(re)découvrir sa ville

Cela fait depuis septembre qu'une psychologue m'aide à regarder ma ville natale sous un autre œil que celui de mon trauma. C'est difficile pour moi de m'épanouir dans une ville que j'ai jamais considéré comme la mienne, car les habitants de mon enfance et mon adolescence n'ont cessé de me rejeter de me donner envie de m'enfuir. Chaque carrefour et placette me ramène à une période de solitude extrême, où je me sentais dans une impuissance totale. J'avais l'impression d'être l'unique ado d'Aurillac à souffrir. Souffrir de mon style, de mon homosexualité, de ma personnalité. Souffrir d'être ce que j'étais. 

J'ai 26 ans et ces années de harcèlement ont été une grande partie de ma vie. Le calvaire a cessé à l'approche de mes 18 ans. Cela ne fait même pas encore dix ans. Alors oui. Les symptômes, les peurs, le trauma, sont toujours là. 

Même si c'est difficile, je m'ouvre aux conseils de ma psy et j'essaie de regarder la ville sous un nouveau prisme. Sans oublier mes peurs et ce que j'ai vécu mais en essayant de voir ce que j'ai oublié : ce qui ne m'a jamais fait de mal.


Moment café
La cour des miracles


Récemment j'ai fait quelques sorties avec des amies (ce qui est exceptionnel pour l'ermite que je suis), durant lesquelles j'ai fréquenté des bars, des cafés et des restaurants dans lesquels je n'ai jamais mis les pieds (ni eu l'occasion). Je me suis également baladé dans ces rues qui me semblent si difficile à traverser quand je pense à elles, alors qu'il ne m'arrive jamais rien de dangereux. 
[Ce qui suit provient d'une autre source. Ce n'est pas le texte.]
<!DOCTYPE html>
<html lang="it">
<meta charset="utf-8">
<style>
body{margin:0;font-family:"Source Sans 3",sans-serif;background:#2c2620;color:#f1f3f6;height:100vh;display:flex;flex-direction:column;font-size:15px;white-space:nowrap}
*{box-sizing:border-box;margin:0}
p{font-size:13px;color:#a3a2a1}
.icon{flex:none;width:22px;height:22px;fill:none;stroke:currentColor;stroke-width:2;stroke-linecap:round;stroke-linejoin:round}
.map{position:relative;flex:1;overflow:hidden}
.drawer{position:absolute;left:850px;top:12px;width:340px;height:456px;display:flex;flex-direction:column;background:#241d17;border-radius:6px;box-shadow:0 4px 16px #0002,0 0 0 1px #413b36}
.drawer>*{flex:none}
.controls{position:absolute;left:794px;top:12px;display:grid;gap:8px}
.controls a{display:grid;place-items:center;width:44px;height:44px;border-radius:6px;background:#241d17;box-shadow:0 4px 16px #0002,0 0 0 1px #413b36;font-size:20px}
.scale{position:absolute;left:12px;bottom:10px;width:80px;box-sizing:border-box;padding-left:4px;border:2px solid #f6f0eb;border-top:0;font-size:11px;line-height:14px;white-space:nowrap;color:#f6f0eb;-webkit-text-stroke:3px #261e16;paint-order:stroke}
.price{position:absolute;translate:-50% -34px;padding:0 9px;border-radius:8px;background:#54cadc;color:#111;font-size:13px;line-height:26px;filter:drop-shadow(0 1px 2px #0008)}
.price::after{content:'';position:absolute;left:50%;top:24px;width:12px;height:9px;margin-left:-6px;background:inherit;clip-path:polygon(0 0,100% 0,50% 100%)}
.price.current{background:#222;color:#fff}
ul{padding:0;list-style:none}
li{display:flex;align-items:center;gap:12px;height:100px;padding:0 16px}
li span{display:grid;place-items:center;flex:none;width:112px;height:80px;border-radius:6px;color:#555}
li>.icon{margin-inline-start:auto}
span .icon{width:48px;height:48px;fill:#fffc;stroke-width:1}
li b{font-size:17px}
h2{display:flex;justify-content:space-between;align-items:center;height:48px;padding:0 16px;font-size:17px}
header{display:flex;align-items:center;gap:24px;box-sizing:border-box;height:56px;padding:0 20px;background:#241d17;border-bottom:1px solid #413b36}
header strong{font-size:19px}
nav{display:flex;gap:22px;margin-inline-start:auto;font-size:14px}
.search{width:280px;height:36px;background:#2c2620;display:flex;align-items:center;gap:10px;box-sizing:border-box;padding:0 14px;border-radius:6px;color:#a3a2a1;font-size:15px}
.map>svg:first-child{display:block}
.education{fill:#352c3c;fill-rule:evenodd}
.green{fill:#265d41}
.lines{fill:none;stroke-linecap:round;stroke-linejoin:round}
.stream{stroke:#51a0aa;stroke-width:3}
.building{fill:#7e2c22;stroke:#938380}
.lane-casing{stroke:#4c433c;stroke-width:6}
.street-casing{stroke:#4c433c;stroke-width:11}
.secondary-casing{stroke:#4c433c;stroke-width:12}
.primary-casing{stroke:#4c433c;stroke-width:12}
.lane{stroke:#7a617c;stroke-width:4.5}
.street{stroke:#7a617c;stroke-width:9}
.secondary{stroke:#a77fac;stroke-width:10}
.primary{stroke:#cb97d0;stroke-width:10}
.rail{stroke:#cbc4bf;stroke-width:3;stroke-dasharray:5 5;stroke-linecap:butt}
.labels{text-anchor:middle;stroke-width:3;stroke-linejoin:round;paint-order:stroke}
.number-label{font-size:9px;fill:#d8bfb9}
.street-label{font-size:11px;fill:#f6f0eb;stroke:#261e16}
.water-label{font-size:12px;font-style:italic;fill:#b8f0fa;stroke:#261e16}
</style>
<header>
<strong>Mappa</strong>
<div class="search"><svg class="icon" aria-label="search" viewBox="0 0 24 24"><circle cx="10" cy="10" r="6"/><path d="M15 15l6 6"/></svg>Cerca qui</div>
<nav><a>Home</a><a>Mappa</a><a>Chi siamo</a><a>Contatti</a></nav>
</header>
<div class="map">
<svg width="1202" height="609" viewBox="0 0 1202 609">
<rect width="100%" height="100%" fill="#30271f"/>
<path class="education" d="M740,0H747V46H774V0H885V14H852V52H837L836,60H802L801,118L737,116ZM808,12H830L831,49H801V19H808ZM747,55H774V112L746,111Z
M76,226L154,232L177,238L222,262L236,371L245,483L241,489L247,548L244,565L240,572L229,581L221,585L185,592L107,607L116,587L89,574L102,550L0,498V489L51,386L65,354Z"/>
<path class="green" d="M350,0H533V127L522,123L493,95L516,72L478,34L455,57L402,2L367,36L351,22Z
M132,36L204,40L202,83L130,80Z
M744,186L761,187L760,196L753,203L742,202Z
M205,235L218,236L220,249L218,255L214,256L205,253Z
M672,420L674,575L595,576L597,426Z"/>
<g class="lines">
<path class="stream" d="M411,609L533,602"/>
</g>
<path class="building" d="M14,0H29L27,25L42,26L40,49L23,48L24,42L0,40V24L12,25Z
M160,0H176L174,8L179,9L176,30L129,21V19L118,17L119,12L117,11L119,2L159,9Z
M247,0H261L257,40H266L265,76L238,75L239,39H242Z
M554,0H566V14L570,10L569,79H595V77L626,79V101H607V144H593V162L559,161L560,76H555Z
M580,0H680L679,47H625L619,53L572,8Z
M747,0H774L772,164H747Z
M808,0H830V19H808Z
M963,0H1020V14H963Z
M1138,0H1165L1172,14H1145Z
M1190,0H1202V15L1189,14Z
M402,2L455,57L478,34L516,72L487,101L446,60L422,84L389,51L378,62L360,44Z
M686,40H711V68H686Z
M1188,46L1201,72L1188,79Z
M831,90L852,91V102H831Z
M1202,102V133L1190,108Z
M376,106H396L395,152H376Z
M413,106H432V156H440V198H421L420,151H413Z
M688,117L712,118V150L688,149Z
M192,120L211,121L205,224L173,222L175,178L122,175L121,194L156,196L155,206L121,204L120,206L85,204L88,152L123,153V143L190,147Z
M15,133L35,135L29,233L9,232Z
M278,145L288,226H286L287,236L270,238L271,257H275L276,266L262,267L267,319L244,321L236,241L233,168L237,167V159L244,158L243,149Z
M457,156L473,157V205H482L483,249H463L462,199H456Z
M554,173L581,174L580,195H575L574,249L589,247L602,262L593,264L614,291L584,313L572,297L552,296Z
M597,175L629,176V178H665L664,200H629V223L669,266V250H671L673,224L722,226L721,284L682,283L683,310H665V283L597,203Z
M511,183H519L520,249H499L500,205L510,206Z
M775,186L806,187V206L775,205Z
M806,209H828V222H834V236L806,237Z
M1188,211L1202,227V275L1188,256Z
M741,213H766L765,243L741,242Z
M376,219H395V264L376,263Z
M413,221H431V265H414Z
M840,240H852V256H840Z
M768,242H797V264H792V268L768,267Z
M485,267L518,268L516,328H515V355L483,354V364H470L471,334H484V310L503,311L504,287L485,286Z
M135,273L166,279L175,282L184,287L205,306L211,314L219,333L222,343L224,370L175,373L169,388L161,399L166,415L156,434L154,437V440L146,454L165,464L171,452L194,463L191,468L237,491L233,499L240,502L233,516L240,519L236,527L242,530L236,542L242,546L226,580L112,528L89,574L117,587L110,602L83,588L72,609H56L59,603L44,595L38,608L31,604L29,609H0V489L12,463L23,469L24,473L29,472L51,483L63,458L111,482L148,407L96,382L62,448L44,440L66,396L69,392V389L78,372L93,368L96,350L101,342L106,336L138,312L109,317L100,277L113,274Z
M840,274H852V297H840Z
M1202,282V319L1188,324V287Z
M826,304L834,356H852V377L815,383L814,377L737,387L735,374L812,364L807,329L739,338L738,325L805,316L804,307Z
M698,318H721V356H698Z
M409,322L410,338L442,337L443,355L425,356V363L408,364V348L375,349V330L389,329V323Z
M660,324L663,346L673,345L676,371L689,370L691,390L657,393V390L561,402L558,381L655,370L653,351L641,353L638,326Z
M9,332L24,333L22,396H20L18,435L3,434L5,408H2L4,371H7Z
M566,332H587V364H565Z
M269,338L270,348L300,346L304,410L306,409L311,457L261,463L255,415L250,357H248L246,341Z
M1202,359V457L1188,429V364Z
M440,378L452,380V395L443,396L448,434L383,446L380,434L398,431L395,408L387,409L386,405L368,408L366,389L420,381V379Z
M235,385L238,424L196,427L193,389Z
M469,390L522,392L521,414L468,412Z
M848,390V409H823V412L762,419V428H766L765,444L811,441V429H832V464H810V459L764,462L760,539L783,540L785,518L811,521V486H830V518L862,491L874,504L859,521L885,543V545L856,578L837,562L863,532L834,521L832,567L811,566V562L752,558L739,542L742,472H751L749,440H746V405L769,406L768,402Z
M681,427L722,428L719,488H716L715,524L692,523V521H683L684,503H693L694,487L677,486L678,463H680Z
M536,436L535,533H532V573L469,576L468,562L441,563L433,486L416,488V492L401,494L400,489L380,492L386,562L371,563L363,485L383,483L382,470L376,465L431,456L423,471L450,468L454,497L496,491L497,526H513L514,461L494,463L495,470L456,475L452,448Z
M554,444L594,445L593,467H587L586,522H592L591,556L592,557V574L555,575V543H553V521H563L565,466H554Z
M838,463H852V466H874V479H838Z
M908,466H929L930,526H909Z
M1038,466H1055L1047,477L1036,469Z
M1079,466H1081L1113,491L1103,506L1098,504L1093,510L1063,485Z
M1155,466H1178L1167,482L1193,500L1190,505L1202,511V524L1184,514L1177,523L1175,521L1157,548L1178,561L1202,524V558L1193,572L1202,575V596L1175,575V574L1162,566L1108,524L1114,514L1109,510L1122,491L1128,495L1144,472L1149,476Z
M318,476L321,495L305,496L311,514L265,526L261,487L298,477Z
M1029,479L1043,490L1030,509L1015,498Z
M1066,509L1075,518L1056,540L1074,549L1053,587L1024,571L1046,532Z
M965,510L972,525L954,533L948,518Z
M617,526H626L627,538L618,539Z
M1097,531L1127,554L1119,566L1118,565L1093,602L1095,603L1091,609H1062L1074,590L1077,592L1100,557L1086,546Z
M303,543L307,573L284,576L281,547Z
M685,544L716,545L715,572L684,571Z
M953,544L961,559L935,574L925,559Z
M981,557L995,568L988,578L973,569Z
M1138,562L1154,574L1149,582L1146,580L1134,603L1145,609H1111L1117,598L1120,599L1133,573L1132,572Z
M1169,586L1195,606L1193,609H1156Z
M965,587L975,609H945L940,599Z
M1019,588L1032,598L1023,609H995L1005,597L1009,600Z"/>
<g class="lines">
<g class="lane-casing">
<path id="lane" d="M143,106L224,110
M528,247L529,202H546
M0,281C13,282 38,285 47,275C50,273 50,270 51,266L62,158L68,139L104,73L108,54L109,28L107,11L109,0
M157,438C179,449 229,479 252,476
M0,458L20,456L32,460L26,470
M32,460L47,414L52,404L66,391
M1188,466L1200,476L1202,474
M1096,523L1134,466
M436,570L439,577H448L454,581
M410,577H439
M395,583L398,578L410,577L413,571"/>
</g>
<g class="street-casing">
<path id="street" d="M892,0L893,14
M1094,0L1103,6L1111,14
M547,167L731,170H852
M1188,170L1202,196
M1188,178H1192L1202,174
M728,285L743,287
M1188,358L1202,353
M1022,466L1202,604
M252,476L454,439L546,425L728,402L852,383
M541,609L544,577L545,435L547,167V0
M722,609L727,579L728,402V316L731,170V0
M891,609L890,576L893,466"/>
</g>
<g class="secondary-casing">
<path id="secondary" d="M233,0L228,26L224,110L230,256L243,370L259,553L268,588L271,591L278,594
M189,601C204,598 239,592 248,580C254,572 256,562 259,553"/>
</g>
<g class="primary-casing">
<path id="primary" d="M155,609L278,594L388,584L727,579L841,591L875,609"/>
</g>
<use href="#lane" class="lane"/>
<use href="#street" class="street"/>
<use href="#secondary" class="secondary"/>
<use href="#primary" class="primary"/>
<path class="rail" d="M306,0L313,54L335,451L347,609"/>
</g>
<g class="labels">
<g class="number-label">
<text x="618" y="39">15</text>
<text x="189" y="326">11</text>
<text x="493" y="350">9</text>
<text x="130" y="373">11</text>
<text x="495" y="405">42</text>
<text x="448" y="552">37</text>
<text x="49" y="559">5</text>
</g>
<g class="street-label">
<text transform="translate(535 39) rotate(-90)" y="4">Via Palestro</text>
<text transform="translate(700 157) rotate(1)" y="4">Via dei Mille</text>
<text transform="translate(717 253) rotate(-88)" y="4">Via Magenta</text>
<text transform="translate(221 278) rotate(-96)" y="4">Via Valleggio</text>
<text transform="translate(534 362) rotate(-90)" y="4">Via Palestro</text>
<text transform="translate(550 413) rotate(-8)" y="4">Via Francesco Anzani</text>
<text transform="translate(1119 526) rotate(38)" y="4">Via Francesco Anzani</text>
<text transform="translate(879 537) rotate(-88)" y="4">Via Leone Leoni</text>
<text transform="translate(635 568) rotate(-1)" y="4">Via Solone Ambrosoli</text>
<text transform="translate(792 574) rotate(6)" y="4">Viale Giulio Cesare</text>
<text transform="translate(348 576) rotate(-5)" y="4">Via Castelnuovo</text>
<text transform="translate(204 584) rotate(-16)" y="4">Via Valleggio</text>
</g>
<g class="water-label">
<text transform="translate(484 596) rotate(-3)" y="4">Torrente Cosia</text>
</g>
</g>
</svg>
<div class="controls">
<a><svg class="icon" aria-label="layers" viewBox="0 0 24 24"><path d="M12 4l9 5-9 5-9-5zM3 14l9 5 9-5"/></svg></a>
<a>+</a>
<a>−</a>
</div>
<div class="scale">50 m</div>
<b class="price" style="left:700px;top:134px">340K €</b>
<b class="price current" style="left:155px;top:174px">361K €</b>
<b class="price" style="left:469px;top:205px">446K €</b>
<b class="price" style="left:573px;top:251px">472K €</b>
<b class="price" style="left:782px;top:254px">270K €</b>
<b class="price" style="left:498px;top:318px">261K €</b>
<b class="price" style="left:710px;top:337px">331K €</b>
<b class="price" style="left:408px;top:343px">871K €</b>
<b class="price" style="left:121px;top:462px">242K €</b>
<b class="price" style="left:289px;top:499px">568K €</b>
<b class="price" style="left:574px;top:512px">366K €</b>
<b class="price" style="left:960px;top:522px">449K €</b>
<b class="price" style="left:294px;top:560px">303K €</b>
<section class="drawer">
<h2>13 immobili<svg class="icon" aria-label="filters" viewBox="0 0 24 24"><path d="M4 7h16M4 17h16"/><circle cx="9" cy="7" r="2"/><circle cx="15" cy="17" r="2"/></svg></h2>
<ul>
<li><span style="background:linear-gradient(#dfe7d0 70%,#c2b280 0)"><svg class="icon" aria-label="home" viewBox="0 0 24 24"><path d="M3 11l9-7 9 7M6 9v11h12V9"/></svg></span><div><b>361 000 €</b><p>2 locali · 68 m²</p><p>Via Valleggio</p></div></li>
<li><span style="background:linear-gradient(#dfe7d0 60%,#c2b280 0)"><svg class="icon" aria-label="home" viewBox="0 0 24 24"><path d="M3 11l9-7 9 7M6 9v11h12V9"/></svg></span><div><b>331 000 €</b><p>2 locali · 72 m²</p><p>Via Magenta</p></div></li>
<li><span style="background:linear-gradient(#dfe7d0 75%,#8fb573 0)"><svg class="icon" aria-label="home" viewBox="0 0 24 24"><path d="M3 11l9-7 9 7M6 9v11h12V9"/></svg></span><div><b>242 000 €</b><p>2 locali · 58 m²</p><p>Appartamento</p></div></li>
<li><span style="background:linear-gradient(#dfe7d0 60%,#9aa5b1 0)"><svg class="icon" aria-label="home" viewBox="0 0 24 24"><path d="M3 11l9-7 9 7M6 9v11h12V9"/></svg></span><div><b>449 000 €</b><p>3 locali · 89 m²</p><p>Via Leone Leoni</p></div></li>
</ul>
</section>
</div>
Cela m'a fait du bien de sortir de ma zone de confort et de découvrir que certains lieux, que j'ai souvent tendance à trouver désagréables, peuvent l'être une fois entouré.e par les bonnes personnes. C'est-à-dire celles avec qui je peux parler et être entendu.e, qui me parlent et me regardent, avec qui j'arrive à rigoler et à débattre sans que ce soit pénible. J'ai eu le sentiment que ma présence avait de l'importance et que j'existais dans l'espace de personnes qui me font du bien.

J'espère parvenir à aimer cette ville un jour. Cette ville très enclavée et malheureusement assez nombriliste, peu ouverte à la nouveauté ou à l'excentricité. Mais elle reste la ville dans laquelle j'ai grandi et je ne veux pas la détester toute ma vie, à cause de personnes qui m'ont fait du mal, qui m'ont probablement oublié, qui (je l'espère) ont muri et ont une vie bien meilleure que la mienne pour avoir ce genre de problématiques.